Kellogg COO John Bryant told analysts Wednesday that "media deflation" was mostly a boon in Europe in 2009. But in 2010, it will be titled toward the U.S. "due to the timing of the upfront buy."
Even with media costs lowered, Kellogg upped spending in 2009 -- to an estimated $1.1 billion globally -- and will again this year, Bryant said. The company last year spent 9% of its $12.6 billion in
global net sales on advertising, higher than the 7.2% of net revenues Kraft noted earlier this week.
The increased spending/reduced pricing mix (and some efficiencies) helped secure a
"double-digit increase in impressions" last year over 2008. And Kellogg expects an increase in the high-single-digit percentage range in 2010, Bryant said.
Kantar Media figures show that over
the first nine months of 2009, Kellogg spent $452 million in measured media in the U.S. -- up from $416 million over the same period in 2008.

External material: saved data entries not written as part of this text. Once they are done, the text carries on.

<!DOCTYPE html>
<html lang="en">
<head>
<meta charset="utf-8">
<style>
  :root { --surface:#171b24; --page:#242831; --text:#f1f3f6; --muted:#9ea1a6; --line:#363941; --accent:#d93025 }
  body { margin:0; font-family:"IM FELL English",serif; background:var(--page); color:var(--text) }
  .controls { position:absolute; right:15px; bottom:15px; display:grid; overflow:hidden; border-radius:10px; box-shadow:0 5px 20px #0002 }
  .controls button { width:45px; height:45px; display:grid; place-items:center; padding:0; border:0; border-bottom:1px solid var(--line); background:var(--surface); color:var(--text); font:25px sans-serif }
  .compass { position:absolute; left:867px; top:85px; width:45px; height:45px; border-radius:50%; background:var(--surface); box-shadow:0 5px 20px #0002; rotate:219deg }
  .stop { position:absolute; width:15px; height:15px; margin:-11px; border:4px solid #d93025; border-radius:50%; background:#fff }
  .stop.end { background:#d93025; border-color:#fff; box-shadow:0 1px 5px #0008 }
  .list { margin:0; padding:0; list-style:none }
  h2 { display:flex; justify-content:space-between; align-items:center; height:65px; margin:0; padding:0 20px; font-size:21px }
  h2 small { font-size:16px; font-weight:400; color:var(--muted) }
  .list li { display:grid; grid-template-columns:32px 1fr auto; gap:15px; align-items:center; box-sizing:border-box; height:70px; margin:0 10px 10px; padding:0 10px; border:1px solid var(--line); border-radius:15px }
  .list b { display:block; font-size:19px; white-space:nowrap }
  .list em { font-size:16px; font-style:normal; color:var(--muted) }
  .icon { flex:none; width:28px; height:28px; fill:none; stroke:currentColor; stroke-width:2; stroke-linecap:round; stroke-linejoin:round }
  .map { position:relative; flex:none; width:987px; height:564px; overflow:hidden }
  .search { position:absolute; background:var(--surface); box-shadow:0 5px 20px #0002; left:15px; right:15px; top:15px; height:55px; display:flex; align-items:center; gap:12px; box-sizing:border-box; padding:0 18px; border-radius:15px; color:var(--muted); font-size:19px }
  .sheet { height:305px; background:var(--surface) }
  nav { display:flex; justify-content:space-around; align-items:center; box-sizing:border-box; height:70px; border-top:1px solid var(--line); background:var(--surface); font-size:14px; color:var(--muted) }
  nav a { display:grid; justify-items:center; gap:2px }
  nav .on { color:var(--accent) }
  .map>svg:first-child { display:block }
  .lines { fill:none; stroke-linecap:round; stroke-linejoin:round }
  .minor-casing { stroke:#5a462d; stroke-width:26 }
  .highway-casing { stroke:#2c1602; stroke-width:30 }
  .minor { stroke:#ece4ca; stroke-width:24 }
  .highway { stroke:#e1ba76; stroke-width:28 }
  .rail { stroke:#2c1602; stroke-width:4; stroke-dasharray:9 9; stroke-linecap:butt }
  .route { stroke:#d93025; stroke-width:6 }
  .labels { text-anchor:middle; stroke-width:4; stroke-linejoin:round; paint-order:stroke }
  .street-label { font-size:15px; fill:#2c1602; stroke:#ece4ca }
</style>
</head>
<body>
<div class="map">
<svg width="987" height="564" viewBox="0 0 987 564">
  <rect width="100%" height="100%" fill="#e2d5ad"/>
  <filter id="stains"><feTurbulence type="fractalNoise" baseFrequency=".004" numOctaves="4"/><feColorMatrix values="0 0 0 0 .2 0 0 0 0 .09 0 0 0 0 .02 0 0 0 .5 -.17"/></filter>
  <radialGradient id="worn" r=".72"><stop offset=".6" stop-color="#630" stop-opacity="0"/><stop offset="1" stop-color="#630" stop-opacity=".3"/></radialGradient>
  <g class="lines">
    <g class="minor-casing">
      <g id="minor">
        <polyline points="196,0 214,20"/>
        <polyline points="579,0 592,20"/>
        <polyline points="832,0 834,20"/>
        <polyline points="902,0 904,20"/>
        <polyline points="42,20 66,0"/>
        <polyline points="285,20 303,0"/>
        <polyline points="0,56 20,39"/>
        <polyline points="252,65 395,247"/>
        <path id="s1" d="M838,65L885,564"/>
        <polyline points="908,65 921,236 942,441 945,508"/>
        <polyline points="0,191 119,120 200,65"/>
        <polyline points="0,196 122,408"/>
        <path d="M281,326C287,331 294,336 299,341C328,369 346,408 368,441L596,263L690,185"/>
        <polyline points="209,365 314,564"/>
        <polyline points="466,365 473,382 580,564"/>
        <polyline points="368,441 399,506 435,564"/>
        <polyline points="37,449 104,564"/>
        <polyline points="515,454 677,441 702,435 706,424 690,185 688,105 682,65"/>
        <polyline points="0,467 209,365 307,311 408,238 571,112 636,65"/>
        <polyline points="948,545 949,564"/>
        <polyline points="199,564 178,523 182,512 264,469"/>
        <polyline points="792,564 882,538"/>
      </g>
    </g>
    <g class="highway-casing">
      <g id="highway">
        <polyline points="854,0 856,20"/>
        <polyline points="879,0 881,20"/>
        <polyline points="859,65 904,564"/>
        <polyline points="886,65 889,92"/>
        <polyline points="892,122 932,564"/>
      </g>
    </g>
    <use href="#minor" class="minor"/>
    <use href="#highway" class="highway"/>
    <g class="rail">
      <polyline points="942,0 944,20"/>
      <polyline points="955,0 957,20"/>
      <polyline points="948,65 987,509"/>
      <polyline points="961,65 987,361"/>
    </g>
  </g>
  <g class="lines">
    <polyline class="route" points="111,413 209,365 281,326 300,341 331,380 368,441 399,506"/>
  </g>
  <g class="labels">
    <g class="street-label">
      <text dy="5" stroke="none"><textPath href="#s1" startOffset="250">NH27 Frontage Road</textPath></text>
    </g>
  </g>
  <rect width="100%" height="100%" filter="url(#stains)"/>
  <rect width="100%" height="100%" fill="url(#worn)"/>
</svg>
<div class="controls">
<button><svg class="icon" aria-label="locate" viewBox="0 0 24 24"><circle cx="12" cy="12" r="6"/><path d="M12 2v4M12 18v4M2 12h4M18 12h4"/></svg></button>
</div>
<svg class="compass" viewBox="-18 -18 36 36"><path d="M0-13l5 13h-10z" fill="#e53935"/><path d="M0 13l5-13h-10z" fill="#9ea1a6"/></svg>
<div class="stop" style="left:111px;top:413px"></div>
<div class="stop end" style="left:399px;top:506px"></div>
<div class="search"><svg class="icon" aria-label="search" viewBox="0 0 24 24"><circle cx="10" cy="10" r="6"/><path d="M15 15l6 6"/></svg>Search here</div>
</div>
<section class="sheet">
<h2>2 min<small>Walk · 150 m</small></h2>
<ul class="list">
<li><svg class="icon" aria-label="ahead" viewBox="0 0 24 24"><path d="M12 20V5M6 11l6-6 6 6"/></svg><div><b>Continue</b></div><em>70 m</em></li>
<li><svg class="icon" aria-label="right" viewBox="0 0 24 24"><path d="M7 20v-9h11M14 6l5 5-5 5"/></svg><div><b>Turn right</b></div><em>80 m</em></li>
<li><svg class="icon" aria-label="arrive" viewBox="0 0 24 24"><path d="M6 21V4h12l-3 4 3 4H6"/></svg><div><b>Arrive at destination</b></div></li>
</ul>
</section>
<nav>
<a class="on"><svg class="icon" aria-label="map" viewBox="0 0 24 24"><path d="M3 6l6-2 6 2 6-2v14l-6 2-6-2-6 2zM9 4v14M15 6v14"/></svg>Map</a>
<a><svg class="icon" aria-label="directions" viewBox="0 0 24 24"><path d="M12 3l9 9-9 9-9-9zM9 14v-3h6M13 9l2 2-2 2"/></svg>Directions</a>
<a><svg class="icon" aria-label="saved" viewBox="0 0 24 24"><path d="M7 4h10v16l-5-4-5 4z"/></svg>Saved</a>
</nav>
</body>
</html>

Also, the company is moving aggressively into
social media, Bryant said, tripling spending over the past three years and experiencing "great returns on this investment." He did not offer specifics, but cited a Facebook Pop-Tarts page and
Special K initiative as effective.
Separately, Kellogg has made efforts to improve the health benefits of its products, notably with cereals targeted at kids. There has been pressure from
interest groups and some legislators for food marketers to help fight child obesity.
Bryant acknowledged the "intense increase in awareness around nutrition and health and wellness" and said
the company believes its "portfolio is well placed" to compete effectively as it tinkers with products.